Machine learning approaches to predict the photocatalytic performance of bismuth ferrite-based materials in the removal of malachite green

Zeeshan Haider Jaffari, Ather Abbas, Sze Mun Lam, Sanghun Park, Kangmin Chon, Eun Sik Kim*, Kyung Hwa Cho*

*Corresponding author for this work

Research output: Contribution to journalArticlepeer-review

47 Scopus citations

Abstract

This study focuses on the potential capability of numerous machine learning models, namely CatBoost, GradientBoosting, HistGradientBoosting, ExtraTrees, XGBoost, DecisionTree, Bagging, light gradient boosting machine (LGBM), GaussianProcess, artificial neural network (ANN), and light long short-term memory (LightLSTM). These models were investigated to predict the photocatalytic degradation of malachite green from wastewater using various NM-BiFeO3 composites. A comprehensive databank of 1200 data points was generated under various experimental conditions.
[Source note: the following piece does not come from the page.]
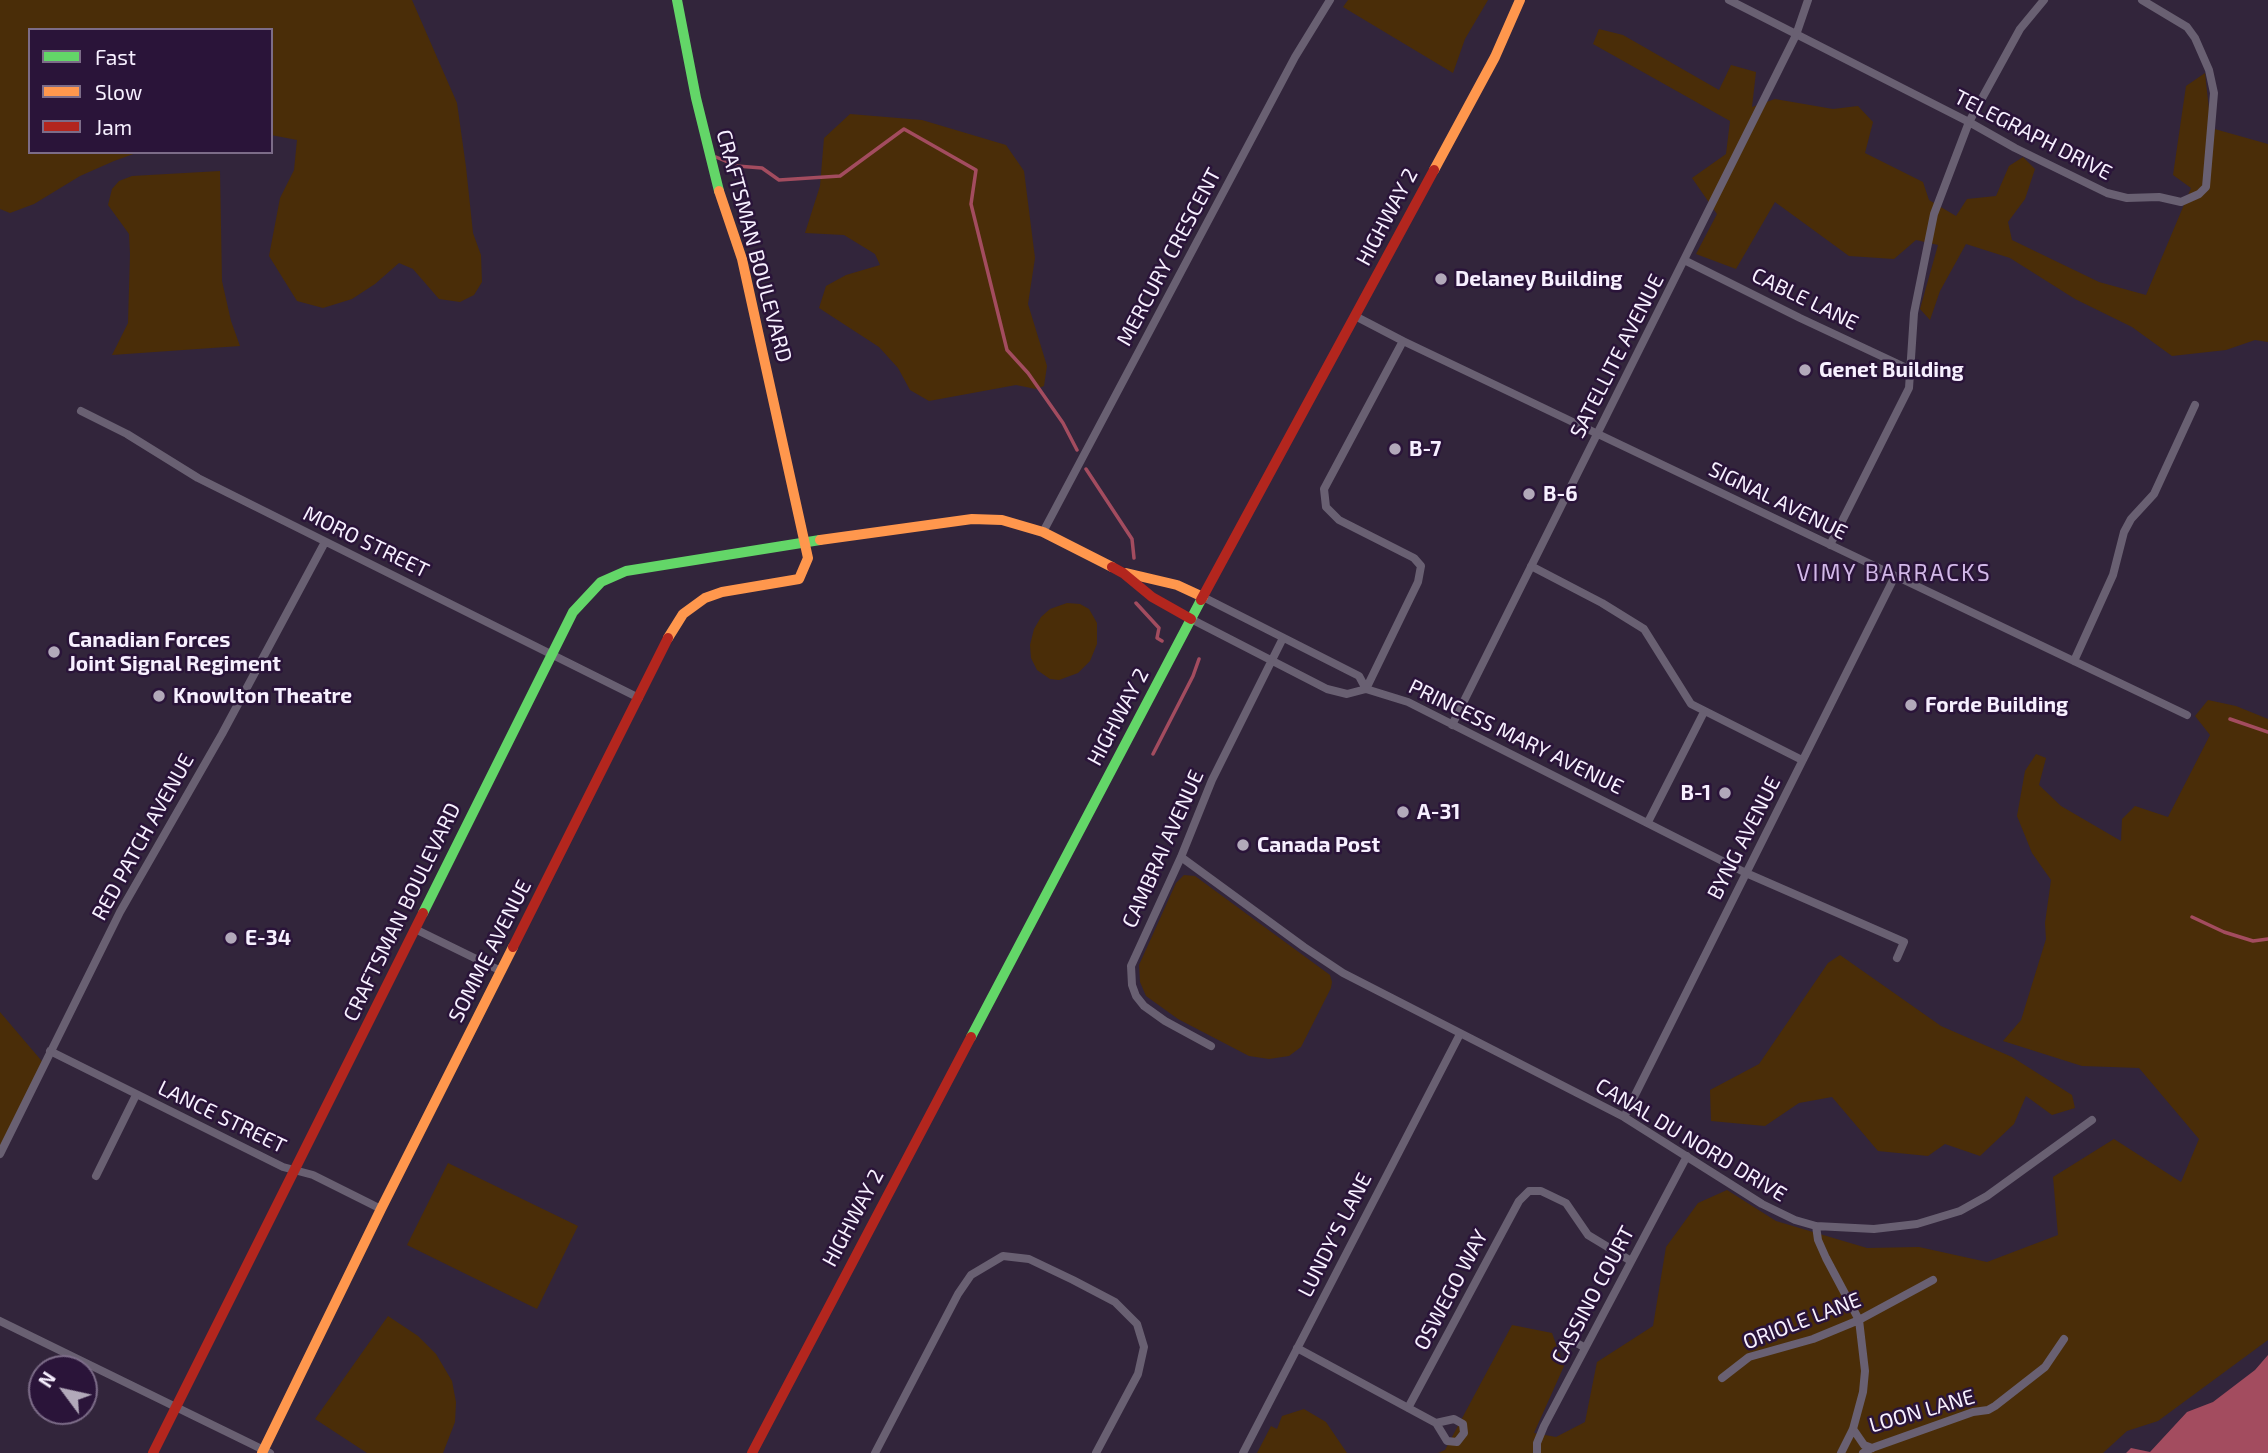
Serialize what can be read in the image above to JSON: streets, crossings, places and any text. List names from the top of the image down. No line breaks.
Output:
{"streets":{"street":["TELEGRAPH DRIVE","HIGHWAY 2","CRAFTSMAN BOULEVARD","MERCURY CRESCENT","CABLE LANE","SATELLITE AVENUE","SIGNAL AVENUE","MORO STREET","PRINCESS MARY AVENUE","RED PATCH AVENUE","BYNG AVENUE","CAMBRAI AVENUE","SOMME AVENUE","LANCE STREET","CANAL DU NORD DRIVE","LUNDY'S LANE","OSWEGO WAY","CASSINO COURT","ORIOLE LANE","LOON LANE"]},"crossings":[["TELEGRAPH DRIVE","SATELLITE AVENUE"],["HIGHWAY 2","CRAFTSMAN BOULEVARD"],["HIGHWAY 2","SIGNAL AVENUE"],["HIGHWAY 2","PRINCESS MARY AVENUE"],["CRAFTSMAN BOULEVARD","MERCURY CRESCENT"],["CRAFTSMAN BOULEVARD","MORO STREET"],["CRAFTSMAN BOULEVARD","PRINCESS MARY AVENUE"],["CRAFTSMAN BOULEVARD","SOMME AVENUE"],["CRAFTSMAN BOULEVARD","LANCE STREET"],["CABLE LANE","SATELLITE AVENUE"],["SATELLITE AVENUE","SIGNAL AVENUE"],["SATELLITE AVENUE","PRINCESS MARY AVENUE"],["SIGNAL AVENUE","BYNG AVENUE"],["MORO STREET","RED PATCH AVENUE"],["MORO STREET","SOMME AVENUE"],["PRINCESS MARY AVENUE","BYNG AVENUE"],["PRINCESS MARY AVENUE","CAMBRAI AVENUE"],["RED PATCH AVENUE","LANCE STREET"],["BYNG AVENUE","CANAL DU NORD DRIVE"],["CAMBRAI AVENUE","CANAL DU NORD DRIVE"],["SOMME AVENUE","LANCE STREET"],["CANAL DU NORD DRIVE","LUNDY'S LANE"],["CANAL DU NORD DRIVE","CASSINO COURT"],["OSWEGO WAY","CASSINO COURT"]],"districts":["VIMY BARRACKS"],"places":["Delaney Building","Genet Building","B-7","B-6","Canadian Forces Joint Signal Regiment","Knowlton Theatre","Forde Building","B-1","A-31","Canada Post","E-34"],"legend":["Fast","Slow","Jam"],"north":"top left"}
The ten input variables selected were the catalyst type, reaction time, light intensity, initial concentration, catalyst loading, solution pH, humic acid concentration, anions, surface area, and pore volume of various photocatalysts. The MG dye degradation efficiency was selected as the output variable. An evaluation of the performance metrics suggested that the CatBoost model, with the highest test coefficient of determination (0.99) and lowest mean absolute error (0.64) and root-mean-square error (1.34), outperformed all other models. The CatBoost model showed that the photocatalytic reaction conditions were more important than the material properties. The modeling results suggested that the optimized process conditions were a light intensity of 105 W, catalyst loading of 1.5 g/L, initial MG dye concentration of 5 mg/L and solution pH of 7. Finally, the implications and drawbacks of the current study were stated in detail.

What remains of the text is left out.